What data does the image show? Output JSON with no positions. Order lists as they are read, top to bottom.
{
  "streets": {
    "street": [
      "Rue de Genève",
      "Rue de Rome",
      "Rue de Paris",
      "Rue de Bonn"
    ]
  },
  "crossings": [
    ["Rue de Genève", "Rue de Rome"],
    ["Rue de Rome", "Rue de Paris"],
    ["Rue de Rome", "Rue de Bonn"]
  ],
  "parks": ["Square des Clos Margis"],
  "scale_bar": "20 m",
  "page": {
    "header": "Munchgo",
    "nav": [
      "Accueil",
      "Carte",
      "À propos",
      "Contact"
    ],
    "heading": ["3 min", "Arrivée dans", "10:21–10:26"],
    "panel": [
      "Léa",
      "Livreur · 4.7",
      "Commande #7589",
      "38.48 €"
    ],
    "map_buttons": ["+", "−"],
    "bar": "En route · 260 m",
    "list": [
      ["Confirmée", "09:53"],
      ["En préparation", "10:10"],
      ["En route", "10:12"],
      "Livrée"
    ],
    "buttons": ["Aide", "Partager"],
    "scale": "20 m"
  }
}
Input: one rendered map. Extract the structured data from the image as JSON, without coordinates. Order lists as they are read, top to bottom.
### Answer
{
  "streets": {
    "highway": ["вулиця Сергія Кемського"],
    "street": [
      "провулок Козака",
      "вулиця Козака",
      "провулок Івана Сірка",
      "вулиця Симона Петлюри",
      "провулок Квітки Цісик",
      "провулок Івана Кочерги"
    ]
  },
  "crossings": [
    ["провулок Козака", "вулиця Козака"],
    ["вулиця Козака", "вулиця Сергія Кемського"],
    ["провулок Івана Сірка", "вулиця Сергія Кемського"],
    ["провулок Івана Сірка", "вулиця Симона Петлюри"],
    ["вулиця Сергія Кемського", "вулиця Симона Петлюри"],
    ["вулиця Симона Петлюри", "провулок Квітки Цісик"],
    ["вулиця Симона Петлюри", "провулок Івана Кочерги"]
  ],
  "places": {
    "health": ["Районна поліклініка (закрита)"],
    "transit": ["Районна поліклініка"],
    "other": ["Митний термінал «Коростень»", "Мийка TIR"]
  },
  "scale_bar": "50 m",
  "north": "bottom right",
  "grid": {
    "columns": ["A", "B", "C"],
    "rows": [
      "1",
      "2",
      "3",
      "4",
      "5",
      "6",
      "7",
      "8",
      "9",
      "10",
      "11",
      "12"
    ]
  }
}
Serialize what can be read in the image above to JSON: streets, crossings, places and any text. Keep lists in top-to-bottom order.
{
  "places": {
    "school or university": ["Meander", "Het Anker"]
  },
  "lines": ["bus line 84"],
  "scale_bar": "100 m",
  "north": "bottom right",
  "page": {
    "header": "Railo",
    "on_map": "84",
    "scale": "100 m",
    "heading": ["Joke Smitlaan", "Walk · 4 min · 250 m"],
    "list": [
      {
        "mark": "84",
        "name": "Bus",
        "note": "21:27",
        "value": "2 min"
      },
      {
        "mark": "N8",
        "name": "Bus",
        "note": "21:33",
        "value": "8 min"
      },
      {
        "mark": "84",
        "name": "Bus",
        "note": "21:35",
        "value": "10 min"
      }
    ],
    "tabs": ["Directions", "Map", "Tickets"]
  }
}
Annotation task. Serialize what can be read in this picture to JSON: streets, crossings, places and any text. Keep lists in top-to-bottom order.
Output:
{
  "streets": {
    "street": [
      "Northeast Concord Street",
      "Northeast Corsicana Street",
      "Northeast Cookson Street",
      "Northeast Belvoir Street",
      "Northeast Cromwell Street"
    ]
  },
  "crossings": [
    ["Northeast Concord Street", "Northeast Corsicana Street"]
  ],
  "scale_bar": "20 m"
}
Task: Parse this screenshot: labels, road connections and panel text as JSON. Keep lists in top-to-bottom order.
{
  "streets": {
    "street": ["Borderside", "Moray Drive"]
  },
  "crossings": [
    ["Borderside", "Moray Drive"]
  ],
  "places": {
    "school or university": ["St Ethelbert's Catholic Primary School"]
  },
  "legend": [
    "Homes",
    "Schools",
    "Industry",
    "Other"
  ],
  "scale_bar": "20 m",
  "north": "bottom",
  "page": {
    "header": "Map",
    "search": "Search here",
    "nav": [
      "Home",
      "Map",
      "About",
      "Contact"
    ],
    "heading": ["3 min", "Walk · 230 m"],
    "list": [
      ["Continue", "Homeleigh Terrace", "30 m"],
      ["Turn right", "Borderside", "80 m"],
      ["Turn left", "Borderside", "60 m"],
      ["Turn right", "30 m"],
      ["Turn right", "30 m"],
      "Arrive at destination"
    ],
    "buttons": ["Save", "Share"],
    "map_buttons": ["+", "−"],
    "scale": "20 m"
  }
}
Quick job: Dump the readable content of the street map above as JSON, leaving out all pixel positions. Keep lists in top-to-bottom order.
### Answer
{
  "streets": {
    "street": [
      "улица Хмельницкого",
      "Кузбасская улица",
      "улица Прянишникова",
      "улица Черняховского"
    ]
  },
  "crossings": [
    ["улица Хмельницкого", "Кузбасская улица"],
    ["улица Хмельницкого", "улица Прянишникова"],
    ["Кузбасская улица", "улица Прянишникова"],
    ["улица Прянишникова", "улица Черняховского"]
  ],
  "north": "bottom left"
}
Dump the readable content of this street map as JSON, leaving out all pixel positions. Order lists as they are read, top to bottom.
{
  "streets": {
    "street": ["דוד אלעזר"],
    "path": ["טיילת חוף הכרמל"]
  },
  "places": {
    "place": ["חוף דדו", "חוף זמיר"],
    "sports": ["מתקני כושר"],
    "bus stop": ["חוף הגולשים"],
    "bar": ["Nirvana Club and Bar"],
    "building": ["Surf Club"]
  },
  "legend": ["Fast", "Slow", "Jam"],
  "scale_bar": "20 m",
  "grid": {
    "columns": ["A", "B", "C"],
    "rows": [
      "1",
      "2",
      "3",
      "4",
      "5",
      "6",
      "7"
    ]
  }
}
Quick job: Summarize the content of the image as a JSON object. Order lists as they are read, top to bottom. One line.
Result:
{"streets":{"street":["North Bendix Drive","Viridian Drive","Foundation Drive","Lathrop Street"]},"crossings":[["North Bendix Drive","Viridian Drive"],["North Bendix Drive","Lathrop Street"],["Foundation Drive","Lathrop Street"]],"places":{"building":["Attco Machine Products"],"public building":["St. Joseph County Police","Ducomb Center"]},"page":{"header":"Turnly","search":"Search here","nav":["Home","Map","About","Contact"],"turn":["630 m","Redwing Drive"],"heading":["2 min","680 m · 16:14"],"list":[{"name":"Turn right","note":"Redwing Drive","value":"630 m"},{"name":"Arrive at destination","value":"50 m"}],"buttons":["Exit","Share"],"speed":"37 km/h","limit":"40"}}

****

Repeat the whole listing above exactly.

What data does the image show? Output JSON with no positions. Order lists as they are read, top to bottom.
{
  "streets": {
    "street": [
      "Rue de Genève",
      "Rue de Rome",
      "Rue de Paris",
      "Rue de Bonn"
    ]
  },
  "crossings": [
    ["Rue de Genève", "Rue de Rome"],
    ["Rue de Rome", "Rue de Paris"],
    ["Rue de Rome", "Rue de Bonn"]
  ],
  "parks": ["Square des Clos Margis"],
  "scale_bar": "20 m",
  "page": {
    "header": "Munchgo",
    "nav": [
      "Accueil",
      "Carte",
      "À propos",
      "Contact"
    ],
    "heading": ["3 min", "Arrivée dans", "10:21–10:26"],
    "panel": [
      "Léa",
      "Livreur · 4.7",
      "Commande #7589",
      "38.48 €"
    ],
    "map_buttons": ["+", "−"],
    "bar": "En route · 260 m",
    "list": [
      ["Confirmée", "09:53"],
      ["En préparation", "10:10"],
      ["En route", "10:12"],
      "Livrée"
    ],
    "buttons": ["Aide", "Partager"],
    "scale": "20 m"
  }
}
Input: one rendered map. Extract the structured data from the image as JSON, without coordinates. Order lists as they are read, top to bottom.
### Answer
{
  "streets": {
    "highway": ["вулиця Сергія Кемського"],
    "street": [
      "провулок Козака",
      "вулиця Козака",
      "провулок Івана Сірка",
      "вулиця Симона Петлюри",
      "провулок Квітки Цісик",
      "провулок Івана Кочерги"
    ]
  },
  "crossings": [
    ["провулок Козака", "вулиця Козака"],
    ["вулиця Козака", "вулиця Сергія Кемського"],
    ["провулок Івана Сірка", "вулиця Сергія Кемського"],
    ["провулок Івана Сірка", "вулиця Симона Петлюри"],
    ["вулиця Сергія Кемського", "вулиця Симона Петлюри"],
    ["вулиця Симона Петлюри", "провулок Квітки Цісик"],
    ["вулиця Симона Петлюри", "провулок Івана Кочерги"]
  ],
  "places": {
    "health": ["Районна поліклініка (закрита)"],
    "transit": ["Районна поліклініка"],
    "other": ["Митний термінал «Коростень»", "Мийка TIR"]
  },
  "scale_bar": "50 m",
  "north": "bottom right",
  "grid": {
    "columns": ["A", "B", "C"],
    "rows": [
      "1",
      "2",
      "3",
      "4",
      "5",
      "6",
      "7",
      "8",
      "9",
      "10",
      "11",
      "12"
    ]
  }
}
Serialize what can be read in the image above to JSON: streets, crossings, places and any text. Keep lists in top-to-bottom order.
{
  "places": {
    "school or university": ["Meander", "Het Anker"]
  },
  "lines": ["bus line 84"],
  "scale_bar": "100 m",
  "north": "bottom right",
  "page": {
    "header": "Railo",
    "on_map": "84",
    "scale": "100 m",
    "heading": ["Joke Smitlaan", "Walk · 4 min · 250 m"],
    "list": [
      {
        "mark": "84",
        "name": "Bus",
        "note": "21:27",
        "value": "2 min"
      },
      {
        "mark": "N8",
        "name": "Bus",
        "note": "21:33",
        "value": "8 min"
      },
      {
        "mark": "84",
        "name": "Bus",
        "note": "21:35",
        "value": "10 min"
      }
    ],
    "tabs": ["Directions", "Map", "Tickets"]
  }
}
Annotation task. Serialize what can be read in this picture to JSON: streets, crossings, places and any text. Keep lists in top-to-bottom order.
Output:
{
  "streets": {
    "street": [
      "Northeast Concord Street",
      "Northeast Corsicana Street",
      "Northeast Cookson Street",
      "Northeast Belvoir Street",
      "Northeast Cromwell Street"
    ]
  },
  "crossings": [
    ["Northeast Concord Street", "Northeast Corsicana Street"]
  ],
  "scale_bar": "20 m"
}
Task: Parse this screenshot: labels, road connections and panel text as JSON. Keep lists in top-to-bottom order.
{
  "streets": {
    "street": ["Borderside", "Moray Drive"]
  },
  "crossings": [
    ["Borderside", "Moray Drive"]
  ],
  "places": {
    "school or university": ["St Ethelbert's Catholic Primary School"]
  },
  "legend": [
    "Homes",
    "Schools",
    "Industry",
    "Other"
  ],
  "scale_bar": "20 m",
  "north": "bottom",
  "page": {
    "header": "Map",
    "search": "Search here",
    "nav": [
      "Home",
      "Map",
      "About",
      "Contact"
    ],
    "heading": ["3 min", "Walk · 230 m"],
    "list": [
      ["Continue", "Homeleigh Terrace", "30 m"],
      ["Turn right", "Borderside", "80 m"],
      ["Turn left", "Borderside", "60 m"],
      ["Turn right", "30 m"],
      ["Turn right", "30 m"],
      "Arrive at destination"
    ],
    "buttons": ["Save", "Share"],
    "map_buttons": ["+", "−"],
    "scale": "20 m"
  }
}
Quick job: Dump the readable content of the street map above as JSON, leaving out all pixel positions. Keep lists in top-to-bottom order.
### Answer
{
  "streets": {
    "street": [
      "улица Хмельницкого",
      "Кузбасская улица",
      "улица Прянишникова",
      "улица Черняховского"
    ]
  },
  "crossings": [
    ["улица Хмельницкого", "Кузбасская улица"],
    ["улица Хмельницкого", "улица Прянишникова"],
    ["Кузбасская улица", "улица Прянишникова"],
    ["улица Прянишникова", "улица Черняховского"]
  ],
  "north": "bottom left"
}
Dump the readable content of this street map as JSON, leaving out all pixel positions. Order lists as they are read, top to bottom.
{
  "streets": {
    "street": ["דוד אלעזר"],
    "path": ["טיילת חוף הכרמל"]
  },
  "places": {
    "place": ["חוף דדו", "חוף זמיר"],
    "sports": ["מתקני כושר"],
    "bus stop": ["חוף הגולשים"],
    "bar": ["Nirvana Club and Bar"],
    "building": ["Surf Club"]
  },
  "legend": ["Fast", "Slow", "Jam"],
  "scale_bar": "20 m",
  "grid": {
    "columns": ["A", "B", "C"],
    "rows": [
      "1",
      "2",
      "3",
      "4",
      "5",
      "6",
      "7"
    ]
  }
}
Quick job: Summarize the content of the image as a JSON object. Order lists as they are read, top to bottom. One line.
Result:
{"streets":{"street":["North Bendix Drive","Viridian Drive","Foundation Drive","Lathrop Street"]},"crossings":[["North Bendix Drive","Viridian Drive"],["North Bendix Drive","Lathrop Street"],["Foundation Drive","Lathrop Street"]],"places":{"building":["Attco Machine Products"],"public building":["St. Joseph County Police","Ducomb Center"]},"page":{"header":"Turnly","search":"Search here","nav":["Home","Map","About","Contact"],"turn":["630 m","Redwing Drive"],"heading":["2 min","680 m · 16:14"],"list":[{"name":"Turn right","note":"Redwing Drive","value":"630 m"},{"name":"Arrive at destination","value":"50 m"}],"buttons":["Exit","Share"],"speed":"37 km/h","limit":"40"}}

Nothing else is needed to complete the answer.